Problem to solve :: All of the data must be output exactly, with every picture left out.

#### Dataset excerpts

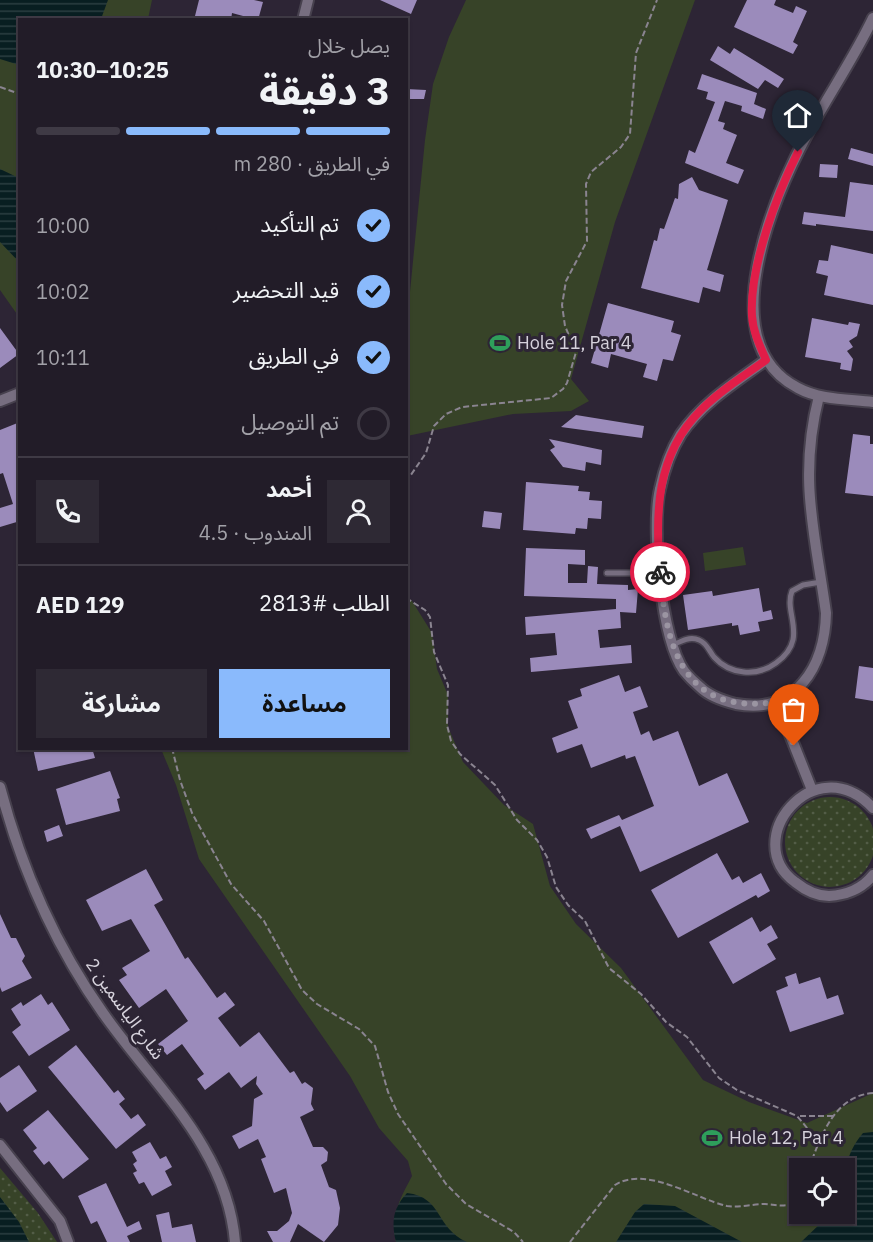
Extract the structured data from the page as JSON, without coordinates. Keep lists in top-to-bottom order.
{
  "streets": {
    "street": ["شارع الياسمين 2"]
  },
  "places": {
    "sports": ["Hole 11, Par 4", "Hole 12, Par 4"]
  },
  "page": {
    "heading": ["3 دقيقة", "يصل خلال", "10:25–10:30"],
    "panel": [
      "أحمد",
      "المندوب · 4.5",
      "الطلب #2813",
      "AED 129"
    ],
    "bar": "في الطريق · 280 m",
    "list": [
      ["تم التأكيد", "10:00"],
      ["قيد التحضير", "10:02"],
      ["في الطريق", "10:11"],
      "تم التوصيل"
    ],
    "buttons": ["مساعدة", "مشاركة"]
  }
}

########

The completed task ::
Extract the structured data from the page as JSON, without coordinates. Keep lists in top-to-bottom order.
{
  "streets": {
    "street": ["شارع الياسمين 2"]
  },
  "places": {
    "sports": ["Hole 11, Par 4", "Hole 12, Par 4"]
  },
  "page": {
    "heading": ["3 دقيقة", "يصل خلال", "10:25–10:30"],
    "panel": [
      "أحمد",
      "المندوب · 4.5",
      "الطلب #2813",
      "AED 129"
    ],
    "bar": "في الطريق · 280 m",
    "list": [
      ["تم التأكيد", "10:00"],
      ["قيد التحضير", "10:02"],
      ["في الطريق", "10:11"],
      "تم التوصيل"
    ],
    "buttons": ["مساعدة", "مشاركة"]
  }
}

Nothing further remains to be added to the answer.